Time Magazine is quoting a doctor who never saw the Pope in person but based her diagnosis over the television in saying that the Pope was likely euthanized. Are you getting this? A doctor is saying the Pope was killed based on a diagnosis off television. And Time Magazine is reporting this as a real news story.
Remember when Senator Bill Frist diagnosed Terri Schiavo after watching video of the poor woman. Remember how he was ridiculed by the mainstream media including Time Magazine? But I guess it’s OK when you’re against the Pope.
In a provocative article, an Italian medical professor argues that Pope John Paul II didn’t just simply slip away as his weakness and illness overtook him in April 2005. Intensive care specialist Dr.

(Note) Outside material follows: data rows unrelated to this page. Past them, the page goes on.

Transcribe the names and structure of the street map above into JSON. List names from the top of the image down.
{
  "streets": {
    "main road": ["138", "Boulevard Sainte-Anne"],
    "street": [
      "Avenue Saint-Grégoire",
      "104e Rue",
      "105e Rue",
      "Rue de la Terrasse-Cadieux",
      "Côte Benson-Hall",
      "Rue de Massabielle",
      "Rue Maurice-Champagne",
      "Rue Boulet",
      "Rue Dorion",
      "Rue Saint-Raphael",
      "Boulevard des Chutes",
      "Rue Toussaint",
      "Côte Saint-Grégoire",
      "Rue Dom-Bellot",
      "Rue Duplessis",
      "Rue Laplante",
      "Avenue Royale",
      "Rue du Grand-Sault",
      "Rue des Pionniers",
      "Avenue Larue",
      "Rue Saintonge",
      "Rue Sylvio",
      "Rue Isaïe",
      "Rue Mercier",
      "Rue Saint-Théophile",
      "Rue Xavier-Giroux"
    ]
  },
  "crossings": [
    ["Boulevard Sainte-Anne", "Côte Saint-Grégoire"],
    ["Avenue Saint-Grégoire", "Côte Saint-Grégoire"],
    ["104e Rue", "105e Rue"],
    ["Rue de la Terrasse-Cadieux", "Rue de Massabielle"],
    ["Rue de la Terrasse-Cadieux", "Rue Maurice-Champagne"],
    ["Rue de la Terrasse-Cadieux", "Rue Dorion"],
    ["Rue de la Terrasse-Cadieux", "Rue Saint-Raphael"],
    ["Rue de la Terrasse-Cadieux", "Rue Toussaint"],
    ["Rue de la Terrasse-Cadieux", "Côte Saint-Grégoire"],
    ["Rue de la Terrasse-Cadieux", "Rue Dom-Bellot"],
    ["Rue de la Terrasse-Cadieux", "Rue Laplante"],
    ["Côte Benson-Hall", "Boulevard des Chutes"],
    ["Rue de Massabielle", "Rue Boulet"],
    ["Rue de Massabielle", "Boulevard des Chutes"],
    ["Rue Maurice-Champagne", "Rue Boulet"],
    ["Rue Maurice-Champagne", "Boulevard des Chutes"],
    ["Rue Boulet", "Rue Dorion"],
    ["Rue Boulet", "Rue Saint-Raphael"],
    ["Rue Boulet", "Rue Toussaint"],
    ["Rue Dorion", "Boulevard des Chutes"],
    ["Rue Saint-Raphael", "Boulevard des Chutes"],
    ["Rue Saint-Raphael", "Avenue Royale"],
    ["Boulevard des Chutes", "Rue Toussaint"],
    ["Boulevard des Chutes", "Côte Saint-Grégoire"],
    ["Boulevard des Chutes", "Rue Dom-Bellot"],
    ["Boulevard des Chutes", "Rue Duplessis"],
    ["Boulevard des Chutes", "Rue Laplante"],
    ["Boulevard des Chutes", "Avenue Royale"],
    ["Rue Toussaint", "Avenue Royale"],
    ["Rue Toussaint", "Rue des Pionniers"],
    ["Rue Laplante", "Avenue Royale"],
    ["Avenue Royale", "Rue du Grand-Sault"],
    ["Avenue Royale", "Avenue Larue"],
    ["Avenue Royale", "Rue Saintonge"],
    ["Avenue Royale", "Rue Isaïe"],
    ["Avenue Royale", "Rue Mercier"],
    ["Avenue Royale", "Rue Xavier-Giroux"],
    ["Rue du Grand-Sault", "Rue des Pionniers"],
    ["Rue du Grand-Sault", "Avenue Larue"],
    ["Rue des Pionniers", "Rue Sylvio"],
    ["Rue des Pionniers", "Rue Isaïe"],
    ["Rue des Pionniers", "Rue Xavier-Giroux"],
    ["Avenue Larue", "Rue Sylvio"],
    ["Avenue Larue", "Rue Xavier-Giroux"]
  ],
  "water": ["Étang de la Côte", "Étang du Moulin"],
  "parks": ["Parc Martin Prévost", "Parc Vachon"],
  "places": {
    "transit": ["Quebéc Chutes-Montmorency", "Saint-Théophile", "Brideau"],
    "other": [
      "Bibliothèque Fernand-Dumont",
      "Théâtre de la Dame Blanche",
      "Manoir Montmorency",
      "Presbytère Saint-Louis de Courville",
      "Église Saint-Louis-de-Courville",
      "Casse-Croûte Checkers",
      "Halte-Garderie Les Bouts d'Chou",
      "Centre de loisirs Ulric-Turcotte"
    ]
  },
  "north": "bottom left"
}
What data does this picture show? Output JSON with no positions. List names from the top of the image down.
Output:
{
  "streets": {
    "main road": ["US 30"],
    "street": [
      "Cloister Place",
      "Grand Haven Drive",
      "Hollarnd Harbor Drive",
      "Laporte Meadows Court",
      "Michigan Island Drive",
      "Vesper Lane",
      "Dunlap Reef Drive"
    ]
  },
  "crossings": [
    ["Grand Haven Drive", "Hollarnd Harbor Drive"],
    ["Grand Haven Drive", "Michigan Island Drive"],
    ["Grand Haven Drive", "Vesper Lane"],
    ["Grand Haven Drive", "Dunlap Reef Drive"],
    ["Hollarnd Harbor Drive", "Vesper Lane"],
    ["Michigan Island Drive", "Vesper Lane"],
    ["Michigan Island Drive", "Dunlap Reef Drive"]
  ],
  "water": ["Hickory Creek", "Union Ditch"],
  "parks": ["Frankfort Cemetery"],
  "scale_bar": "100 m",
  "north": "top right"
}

Lina Pavanelli has concluded that the ailing Pope’s April 2 death was caused by what the Catholic Church itself would consider euthanasia. She bases this conclusion on her medical expertise and her own observations of the ailing pontiff on television, as well as press reports and a subsequent book by John Paul’s personal physician. The failure to insert a feeding tube into the patient until just a few days before he died accelerated John Paul’s death, Pavanelli concludes. Moreover, Pavanelli says she believes that the Pope’s doctors dutifully explained the situation to him, and thus she surmises that it was the pontiff himself who likely refused the feeding tube after he’d been twice rushed to the hospital in February and March. Catholics are enjoined to pursue all means to prolong life. Indeed her accusations are grave, questioning the Catholic Church’s strictly traditional stances on medical ethics, including the dictum from John Paul’s own 1995 encyclical Evangelium Vitae to use all modern means possible to avoid death.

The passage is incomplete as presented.